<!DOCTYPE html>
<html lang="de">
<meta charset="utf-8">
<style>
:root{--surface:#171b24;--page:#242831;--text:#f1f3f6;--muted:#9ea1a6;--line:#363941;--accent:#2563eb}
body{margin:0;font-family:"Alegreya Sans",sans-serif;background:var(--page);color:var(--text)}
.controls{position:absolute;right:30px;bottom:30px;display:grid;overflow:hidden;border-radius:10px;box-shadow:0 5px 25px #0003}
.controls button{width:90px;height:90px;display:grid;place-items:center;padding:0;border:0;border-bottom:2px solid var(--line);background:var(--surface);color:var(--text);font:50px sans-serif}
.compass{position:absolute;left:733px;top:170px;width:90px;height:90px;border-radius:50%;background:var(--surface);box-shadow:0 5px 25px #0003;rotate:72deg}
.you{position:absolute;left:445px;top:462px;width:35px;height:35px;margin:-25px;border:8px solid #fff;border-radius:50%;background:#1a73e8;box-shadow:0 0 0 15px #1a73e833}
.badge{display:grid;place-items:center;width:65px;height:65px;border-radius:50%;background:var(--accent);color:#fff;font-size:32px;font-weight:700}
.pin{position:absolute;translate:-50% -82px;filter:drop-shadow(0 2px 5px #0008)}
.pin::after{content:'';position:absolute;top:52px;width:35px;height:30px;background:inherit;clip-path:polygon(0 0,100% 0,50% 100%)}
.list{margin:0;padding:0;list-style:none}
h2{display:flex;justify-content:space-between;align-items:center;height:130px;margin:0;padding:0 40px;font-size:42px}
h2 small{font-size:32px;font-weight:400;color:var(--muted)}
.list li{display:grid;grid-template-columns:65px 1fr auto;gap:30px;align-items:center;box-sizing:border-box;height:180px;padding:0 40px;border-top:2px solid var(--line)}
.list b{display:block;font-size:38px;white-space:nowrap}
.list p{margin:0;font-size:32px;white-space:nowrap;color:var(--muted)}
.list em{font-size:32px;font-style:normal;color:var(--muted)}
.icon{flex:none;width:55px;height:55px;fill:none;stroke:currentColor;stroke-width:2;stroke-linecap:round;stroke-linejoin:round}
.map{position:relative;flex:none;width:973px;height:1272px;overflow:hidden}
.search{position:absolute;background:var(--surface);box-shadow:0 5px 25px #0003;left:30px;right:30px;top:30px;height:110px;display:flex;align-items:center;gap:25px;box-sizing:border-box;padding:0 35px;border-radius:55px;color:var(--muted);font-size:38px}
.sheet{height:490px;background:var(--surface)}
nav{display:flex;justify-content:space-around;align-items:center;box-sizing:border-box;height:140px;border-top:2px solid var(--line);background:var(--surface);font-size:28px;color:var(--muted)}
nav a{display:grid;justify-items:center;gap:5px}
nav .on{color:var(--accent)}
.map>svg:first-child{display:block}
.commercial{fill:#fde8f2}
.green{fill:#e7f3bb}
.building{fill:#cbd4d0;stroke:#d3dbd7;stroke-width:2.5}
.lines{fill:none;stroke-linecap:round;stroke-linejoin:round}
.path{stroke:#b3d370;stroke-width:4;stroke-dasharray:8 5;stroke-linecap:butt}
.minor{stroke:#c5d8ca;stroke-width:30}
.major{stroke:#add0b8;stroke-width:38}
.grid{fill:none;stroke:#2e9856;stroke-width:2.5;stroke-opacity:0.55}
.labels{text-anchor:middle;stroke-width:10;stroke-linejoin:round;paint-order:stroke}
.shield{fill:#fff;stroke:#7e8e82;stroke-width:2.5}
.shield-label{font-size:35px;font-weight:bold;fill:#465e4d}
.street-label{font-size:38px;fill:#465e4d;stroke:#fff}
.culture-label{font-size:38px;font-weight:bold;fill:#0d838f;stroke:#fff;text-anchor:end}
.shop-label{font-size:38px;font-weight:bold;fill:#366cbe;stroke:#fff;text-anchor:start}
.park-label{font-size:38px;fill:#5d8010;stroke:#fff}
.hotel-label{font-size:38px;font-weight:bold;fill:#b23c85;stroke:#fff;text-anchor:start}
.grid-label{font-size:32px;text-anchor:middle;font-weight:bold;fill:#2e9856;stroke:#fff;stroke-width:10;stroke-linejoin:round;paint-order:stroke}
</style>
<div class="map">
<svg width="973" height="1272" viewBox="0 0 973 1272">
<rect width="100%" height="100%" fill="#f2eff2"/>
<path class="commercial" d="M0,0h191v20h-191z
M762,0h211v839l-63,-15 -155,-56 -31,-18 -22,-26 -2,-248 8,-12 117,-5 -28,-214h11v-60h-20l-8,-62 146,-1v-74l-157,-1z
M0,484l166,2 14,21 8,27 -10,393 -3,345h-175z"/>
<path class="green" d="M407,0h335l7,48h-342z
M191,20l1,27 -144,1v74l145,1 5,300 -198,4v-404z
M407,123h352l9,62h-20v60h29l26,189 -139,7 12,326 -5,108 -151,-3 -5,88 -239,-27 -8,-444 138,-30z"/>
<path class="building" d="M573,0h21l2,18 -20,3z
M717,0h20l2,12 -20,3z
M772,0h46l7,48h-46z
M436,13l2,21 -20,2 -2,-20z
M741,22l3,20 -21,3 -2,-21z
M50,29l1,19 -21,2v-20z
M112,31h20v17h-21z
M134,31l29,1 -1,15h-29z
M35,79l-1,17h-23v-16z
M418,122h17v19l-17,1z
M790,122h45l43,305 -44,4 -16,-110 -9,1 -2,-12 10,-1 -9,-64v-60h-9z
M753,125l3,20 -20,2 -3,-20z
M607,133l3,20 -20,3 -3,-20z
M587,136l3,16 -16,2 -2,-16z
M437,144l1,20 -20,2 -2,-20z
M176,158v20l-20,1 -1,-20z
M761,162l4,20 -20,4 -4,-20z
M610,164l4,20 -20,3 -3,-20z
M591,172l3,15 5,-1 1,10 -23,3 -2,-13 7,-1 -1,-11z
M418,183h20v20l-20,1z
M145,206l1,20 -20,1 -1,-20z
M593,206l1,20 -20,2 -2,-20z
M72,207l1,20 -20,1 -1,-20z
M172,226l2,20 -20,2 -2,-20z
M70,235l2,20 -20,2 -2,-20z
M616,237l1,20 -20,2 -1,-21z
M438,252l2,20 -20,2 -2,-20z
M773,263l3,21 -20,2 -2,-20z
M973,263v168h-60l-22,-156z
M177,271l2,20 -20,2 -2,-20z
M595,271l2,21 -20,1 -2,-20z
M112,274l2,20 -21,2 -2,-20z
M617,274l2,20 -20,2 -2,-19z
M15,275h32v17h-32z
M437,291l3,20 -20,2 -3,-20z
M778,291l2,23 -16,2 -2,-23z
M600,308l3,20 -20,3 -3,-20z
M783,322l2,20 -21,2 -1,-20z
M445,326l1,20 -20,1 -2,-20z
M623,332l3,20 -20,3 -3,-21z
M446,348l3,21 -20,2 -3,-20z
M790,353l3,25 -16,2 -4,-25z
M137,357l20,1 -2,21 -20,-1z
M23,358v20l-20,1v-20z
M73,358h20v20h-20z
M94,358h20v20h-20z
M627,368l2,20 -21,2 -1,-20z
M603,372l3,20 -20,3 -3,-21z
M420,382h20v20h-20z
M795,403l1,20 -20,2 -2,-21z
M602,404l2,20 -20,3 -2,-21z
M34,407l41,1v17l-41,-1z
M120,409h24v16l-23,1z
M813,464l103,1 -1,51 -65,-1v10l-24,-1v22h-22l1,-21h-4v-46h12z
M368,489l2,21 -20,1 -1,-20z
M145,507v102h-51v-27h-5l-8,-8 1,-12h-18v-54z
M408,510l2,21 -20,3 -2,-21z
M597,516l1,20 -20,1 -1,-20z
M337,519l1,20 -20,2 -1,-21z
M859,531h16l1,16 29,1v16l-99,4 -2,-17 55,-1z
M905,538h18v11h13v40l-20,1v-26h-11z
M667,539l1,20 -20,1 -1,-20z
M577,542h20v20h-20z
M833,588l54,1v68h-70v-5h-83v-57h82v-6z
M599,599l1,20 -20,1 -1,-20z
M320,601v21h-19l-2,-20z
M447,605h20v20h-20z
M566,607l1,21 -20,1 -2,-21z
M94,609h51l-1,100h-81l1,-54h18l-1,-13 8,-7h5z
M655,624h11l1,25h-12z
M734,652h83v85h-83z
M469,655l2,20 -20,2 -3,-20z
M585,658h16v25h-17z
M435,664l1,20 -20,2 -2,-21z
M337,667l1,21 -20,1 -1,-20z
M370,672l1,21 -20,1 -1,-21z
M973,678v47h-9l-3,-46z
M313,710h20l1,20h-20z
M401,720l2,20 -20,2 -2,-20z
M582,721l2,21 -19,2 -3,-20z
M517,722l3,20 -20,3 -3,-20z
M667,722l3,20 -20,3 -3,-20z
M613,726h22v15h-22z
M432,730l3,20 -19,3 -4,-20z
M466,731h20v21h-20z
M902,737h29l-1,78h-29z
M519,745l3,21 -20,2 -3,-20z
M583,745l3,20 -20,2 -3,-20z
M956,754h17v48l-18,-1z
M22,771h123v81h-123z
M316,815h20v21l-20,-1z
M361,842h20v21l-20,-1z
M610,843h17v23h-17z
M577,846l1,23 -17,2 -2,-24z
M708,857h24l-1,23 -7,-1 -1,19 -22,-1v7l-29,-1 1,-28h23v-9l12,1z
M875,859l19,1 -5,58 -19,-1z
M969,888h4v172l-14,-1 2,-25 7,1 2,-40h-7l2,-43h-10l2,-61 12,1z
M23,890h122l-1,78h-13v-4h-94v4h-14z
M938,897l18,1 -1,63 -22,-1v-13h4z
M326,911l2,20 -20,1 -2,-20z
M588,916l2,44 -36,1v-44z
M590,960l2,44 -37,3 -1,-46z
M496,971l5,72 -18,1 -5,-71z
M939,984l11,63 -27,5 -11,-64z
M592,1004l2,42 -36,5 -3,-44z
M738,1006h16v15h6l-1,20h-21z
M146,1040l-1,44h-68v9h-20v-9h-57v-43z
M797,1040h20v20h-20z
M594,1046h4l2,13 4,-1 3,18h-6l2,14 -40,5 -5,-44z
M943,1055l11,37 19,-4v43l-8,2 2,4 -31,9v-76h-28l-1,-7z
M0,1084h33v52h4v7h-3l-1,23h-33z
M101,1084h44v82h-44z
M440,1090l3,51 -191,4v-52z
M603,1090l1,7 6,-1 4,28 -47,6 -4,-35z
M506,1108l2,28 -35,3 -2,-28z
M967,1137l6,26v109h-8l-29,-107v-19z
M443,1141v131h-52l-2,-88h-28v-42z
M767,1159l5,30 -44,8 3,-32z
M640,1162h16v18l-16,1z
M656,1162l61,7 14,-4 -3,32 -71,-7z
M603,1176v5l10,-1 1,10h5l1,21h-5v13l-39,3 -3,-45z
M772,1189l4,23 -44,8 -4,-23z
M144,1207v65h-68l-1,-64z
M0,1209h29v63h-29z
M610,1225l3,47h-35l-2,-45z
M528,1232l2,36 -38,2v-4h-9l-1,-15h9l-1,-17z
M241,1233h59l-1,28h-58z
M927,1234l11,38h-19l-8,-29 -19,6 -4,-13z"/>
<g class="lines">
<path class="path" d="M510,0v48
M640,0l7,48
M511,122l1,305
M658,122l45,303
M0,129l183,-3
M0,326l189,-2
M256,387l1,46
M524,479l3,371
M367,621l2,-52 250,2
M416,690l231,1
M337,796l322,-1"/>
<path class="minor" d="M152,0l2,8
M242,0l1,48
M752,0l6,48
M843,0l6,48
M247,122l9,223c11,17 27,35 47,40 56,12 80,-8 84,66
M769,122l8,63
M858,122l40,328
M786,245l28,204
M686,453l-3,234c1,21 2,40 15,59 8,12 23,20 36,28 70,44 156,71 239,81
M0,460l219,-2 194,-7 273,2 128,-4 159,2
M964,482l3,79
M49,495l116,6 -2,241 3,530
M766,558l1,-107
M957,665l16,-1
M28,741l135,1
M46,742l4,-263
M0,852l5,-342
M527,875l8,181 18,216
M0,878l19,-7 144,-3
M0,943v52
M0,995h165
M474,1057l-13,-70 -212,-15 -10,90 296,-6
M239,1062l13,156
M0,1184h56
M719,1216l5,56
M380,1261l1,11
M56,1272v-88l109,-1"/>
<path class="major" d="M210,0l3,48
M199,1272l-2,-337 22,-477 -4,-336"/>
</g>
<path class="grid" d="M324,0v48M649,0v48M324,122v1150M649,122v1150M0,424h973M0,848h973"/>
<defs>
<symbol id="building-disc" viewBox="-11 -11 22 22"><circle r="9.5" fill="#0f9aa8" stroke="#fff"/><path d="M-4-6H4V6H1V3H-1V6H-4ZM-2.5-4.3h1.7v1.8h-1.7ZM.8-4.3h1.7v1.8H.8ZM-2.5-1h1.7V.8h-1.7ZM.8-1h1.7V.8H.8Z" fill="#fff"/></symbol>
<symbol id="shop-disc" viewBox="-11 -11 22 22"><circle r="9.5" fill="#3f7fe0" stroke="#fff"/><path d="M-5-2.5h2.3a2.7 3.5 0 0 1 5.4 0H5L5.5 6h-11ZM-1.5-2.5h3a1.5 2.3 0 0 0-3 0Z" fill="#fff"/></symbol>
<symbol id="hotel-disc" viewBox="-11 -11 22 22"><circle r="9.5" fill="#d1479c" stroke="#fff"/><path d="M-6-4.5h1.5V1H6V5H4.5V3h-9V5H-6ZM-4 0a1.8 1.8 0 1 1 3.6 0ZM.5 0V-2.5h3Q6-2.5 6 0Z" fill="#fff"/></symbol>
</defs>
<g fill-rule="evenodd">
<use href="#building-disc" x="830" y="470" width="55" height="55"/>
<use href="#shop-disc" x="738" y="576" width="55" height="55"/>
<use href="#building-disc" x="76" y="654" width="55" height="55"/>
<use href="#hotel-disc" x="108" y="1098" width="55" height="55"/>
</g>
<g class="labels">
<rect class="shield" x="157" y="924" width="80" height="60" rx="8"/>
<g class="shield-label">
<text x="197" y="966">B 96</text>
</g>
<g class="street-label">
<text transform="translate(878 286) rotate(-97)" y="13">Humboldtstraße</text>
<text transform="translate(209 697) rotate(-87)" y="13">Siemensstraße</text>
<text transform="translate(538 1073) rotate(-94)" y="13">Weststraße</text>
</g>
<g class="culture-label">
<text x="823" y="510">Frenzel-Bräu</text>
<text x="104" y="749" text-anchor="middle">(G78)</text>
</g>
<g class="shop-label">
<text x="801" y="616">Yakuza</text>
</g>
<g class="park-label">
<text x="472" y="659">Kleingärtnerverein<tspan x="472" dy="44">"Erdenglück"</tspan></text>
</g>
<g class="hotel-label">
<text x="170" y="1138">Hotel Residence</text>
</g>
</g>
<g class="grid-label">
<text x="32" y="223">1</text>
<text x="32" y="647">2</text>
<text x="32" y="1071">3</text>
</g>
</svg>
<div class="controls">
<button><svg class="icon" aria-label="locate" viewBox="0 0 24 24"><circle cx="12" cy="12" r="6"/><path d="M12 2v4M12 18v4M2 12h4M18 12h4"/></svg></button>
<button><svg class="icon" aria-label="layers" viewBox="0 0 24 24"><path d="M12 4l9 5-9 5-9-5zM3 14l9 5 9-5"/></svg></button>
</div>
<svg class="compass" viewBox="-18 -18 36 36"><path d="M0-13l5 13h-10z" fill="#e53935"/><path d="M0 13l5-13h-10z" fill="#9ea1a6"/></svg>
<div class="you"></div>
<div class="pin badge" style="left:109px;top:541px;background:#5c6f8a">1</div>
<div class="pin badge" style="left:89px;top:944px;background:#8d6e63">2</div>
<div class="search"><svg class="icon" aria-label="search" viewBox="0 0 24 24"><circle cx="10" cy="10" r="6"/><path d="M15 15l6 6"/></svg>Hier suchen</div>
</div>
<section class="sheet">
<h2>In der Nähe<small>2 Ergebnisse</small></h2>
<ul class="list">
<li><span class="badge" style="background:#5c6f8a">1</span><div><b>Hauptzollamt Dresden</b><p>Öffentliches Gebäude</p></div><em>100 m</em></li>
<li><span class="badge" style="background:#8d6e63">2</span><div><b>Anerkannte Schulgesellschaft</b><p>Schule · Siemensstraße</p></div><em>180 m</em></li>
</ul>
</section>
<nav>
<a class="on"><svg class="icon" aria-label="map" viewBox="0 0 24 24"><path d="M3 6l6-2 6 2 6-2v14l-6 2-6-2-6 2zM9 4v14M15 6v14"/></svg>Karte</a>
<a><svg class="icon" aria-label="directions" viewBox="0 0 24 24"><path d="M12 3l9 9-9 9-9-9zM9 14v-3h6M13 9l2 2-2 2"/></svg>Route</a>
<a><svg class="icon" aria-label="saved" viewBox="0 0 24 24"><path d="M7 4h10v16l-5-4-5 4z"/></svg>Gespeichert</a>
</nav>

# [What the task asks]
Retype, exactly and in full, the listing from its first line to the one holding "solid #fff;border-radius:50%;background:#1a73e8;box-shadow:0 0", both included.

# [Reply to the exercise]
<!DOCTYPE html>
<html lang="de">
<meta charset="utf-8">
<style>
:root{--surface:#171b24;--page:#242831;--text:#f1f3f6;--muted:#9ea1a6;--line:#363941;--accent:#2563eb}
body{margin:0;font-family:"Alegreya Sans",sans-serif;background:var(--page);color:var(--text)}
.controls{position:absolute;right:30px;bottom:30px;display:grid;overflow:hidden;border-radius:10px;box-shadow:0 5px 25px #0003}
.controls button{width:90px;height:90px;display:grid;place-items:center;padding:0;border:0;border-bottom:2px solid var(--line);background:var(--surface);color:var(--text);font:50px sans-serif}
.compass{position:absolute;left:733px;top:170px;width:90px;height:90px;border-radius:50%;background:var(--surface);box-shadow:0 5px 25px #0003;rotate:72deg}
.you{position:absolute;left:445px;top:462px;width:35px;height:35px;margin:-25px;border:8px solid #fff;border-radius:50%;background:#1a73e8;box-shadow:0 0 0 15px #1a73e833}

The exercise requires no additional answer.